» Task statement
Every line from the start of the listing below through the line that contains "0 #1c0d00) drop-shadow(-2px" is to be reproduced word for word.

----- Data supplied -----

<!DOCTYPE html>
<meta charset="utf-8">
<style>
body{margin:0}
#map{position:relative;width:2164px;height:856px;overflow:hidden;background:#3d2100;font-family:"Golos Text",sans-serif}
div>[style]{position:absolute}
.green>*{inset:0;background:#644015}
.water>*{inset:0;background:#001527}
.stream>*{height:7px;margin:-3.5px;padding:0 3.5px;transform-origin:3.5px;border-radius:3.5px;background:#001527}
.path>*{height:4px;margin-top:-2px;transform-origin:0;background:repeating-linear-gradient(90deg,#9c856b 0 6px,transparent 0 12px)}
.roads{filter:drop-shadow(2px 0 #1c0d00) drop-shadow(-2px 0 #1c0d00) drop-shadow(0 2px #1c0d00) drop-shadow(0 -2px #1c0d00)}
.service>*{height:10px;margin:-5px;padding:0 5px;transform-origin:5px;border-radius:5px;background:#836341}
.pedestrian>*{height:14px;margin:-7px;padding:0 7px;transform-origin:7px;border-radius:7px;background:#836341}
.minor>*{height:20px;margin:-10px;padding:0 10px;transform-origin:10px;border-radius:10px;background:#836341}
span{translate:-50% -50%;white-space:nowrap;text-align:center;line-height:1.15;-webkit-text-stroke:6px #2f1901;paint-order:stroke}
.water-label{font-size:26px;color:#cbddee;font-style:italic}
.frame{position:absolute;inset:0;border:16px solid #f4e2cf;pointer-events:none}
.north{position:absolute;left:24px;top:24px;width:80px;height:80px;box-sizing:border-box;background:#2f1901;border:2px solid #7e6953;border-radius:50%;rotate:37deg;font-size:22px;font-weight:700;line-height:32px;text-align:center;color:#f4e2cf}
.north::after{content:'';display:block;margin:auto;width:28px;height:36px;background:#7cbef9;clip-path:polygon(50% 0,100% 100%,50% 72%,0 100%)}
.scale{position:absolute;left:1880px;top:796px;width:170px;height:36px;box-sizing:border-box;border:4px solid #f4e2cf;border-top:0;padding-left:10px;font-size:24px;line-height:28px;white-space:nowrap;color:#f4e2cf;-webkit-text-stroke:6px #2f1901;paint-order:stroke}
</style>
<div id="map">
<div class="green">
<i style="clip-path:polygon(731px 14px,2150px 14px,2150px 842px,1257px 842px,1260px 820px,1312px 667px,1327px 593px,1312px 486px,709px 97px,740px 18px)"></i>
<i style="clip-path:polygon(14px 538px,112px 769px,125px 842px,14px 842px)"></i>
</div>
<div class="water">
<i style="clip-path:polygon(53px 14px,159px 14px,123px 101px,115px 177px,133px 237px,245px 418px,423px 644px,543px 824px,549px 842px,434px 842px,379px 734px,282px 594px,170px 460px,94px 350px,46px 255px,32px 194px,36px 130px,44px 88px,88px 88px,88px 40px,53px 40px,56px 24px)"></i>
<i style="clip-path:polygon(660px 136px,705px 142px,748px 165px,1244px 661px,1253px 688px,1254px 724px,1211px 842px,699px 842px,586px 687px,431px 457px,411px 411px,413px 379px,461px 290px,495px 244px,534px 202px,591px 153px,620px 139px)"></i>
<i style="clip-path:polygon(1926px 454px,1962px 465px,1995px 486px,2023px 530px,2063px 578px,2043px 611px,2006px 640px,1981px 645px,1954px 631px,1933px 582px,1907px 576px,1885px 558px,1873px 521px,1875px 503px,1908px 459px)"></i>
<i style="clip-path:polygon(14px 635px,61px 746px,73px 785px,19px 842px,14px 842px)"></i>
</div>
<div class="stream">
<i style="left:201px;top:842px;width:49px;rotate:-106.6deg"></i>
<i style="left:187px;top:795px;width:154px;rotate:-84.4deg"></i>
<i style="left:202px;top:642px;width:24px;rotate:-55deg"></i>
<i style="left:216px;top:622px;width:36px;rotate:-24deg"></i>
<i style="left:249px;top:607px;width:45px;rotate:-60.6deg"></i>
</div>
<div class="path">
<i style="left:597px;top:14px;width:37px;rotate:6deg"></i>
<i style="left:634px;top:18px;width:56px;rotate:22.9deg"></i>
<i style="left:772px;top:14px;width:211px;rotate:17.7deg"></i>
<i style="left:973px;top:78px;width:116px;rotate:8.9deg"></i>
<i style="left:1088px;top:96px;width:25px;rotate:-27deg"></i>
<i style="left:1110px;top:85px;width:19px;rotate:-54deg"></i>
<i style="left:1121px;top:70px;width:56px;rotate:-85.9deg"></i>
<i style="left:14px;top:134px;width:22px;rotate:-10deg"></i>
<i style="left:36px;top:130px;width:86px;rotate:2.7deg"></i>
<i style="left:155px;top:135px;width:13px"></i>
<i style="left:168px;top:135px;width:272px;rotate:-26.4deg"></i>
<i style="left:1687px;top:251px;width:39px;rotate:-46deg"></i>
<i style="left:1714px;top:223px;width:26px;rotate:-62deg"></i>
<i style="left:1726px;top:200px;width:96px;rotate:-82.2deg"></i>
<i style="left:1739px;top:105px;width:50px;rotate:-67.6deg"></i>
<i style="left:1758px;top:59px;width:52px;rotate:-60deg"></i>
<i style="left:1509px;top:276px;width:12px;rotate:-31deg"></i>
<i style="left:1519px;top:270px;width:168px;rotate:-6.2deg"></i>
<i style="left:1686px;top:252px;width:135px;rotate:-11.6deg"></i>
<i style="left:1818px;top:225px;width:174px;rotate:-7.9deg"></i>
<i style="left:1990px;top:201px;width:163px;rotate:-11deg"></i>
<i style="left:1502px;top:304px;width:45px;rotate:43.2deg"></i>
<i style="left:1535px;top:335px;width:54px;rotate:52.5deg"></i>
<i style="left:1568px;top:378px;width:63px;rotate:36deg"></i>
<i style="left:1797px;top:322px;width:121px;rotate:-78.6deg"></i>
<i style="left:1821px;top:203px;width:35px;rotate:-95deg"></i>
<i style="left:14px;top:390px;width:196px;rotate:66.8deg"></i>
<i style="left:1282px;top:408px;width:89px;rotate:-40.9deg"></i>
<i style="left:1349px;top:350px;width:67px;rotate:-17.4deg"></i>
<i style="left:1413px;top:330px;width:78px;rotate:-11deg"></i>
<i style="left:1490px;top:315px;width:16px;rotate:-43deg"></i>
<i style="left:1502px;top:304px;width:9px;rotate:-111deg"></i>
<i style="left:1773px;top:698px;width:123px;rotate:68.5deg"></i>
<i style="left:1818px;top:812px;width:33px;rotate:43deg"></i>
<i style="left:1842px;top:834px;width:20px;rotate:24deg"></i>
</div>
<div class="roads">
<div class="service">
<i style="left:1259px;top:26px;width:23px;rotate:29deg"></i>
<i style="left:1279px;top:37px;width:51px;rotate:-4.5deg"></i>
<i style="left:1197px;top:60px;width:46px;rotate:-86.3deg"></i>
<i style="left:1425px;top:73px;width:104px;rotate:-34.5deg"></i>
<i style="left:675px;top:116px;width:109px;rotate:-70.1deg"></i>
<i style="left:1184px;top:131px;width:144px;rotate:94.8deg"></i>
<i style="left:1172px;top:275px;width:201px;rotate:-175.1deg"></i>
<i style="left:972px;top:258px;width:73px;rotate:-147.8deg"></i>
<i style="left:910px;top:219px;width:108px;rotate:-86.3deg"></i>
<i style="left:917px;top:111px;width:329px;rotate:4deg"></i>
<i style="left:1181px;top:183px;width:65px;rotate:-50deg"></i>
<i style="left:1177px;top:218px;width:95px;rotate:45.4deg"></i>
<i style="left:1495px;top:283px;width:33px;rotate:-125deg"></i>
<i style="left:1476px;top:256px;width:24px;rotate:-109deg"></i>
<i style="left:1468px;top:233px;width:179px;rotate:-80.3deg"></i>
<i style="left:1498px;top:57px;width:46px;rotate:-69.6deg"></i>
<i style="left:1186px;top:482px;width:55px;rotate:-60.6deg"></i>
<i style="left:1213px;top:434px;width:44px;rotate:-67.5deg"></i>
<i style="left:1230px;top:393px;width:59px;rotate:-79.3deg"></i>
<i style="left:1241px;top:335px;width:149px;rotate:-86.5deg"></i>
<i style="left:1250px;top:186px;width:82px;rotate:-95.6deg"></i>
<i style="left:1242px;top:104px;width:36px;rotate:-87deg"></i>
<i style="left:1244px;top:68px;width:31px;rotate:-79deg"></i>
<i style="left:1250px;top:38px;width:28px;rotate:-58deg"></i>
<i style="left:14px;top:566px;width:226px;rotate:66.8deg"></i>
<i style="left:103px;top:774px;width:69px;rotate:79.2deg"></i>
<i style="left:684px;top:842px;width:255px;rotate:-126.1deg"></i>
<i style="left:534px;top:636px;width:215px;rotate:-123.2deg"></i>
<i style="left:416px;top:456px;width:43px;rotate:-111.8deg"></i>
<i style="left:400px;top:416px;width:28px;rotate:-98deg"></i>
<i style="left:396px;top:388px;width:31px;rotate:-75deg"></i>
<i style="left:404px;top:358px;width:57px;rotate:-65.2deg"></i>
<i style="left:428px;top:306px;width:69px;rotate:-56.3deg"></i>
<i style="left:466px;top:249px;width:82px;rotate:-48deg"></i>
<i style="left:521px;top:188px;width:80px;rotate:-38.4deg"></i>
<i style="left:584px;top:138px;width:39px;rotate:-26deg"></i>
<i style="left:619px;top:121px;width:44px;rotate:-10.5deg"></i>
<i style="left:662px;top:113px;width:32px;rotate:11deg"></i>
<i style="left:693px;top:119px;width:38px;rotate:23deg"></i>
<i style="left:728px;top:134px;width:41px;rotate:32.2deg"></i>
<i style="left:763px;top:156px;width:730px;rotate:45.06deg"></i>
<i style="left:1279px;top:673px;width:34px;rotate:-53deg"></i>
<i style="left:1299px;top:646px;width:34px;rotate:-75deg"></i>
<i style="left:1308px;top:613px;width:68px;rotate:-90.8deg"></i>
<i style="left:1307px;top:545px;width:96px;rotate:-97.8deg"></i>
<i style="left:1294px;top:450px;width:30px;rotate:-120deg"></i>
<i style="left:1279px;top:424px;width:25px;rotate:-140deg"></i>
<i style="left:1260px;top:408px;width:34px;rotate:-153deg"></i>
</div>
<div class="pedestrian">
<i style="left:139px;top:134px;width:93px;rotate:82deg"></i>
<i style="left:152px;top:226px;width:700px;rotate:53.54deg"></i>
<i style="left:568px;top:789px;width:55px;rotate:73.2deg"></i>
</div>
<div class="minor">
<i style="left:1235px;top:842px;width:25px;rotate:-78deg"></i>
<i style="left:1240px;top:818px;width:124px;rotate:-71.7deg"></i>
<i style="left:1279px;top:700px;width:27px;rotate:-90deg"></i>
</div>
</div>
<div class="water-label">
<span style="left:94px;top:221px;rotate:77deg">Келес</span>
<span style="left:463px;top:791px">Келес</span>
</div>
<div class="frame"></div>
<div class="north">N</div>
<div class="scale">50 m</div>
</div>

-----

» Answer box
<!DOCTYPE html>
<meta charset="utf-8">
<style>
body{margin:0}
#map{position:relative;width:2164px;height:856px;overflow:hidden;background:#3d2100;font-family:"Golos Text",sans-serif}
div>[style]{position:absolute}
.green>*{inset:0;background:#644015}
.water>*{inset:0;background:#001527}
.stream>*{height:7px;margin:-3.5px;padding:0 3.5px;transform-origin:3.5px;border-radius:3.5px;background:#001527}
.path>*{height:4px;margin-top:-2px;transform-origin:0;background:repeating-linear-gradient(90deg,#9c856b 0 6px,transparent 0 12px)}
.roads{filter:drop-shadow(2px 0 #1c0d00) drop-shadow(-2px 0 #1c0d00) drop-shadow(0 2px #1c0d00) drop-shadow(0 -2px #1c0d00)}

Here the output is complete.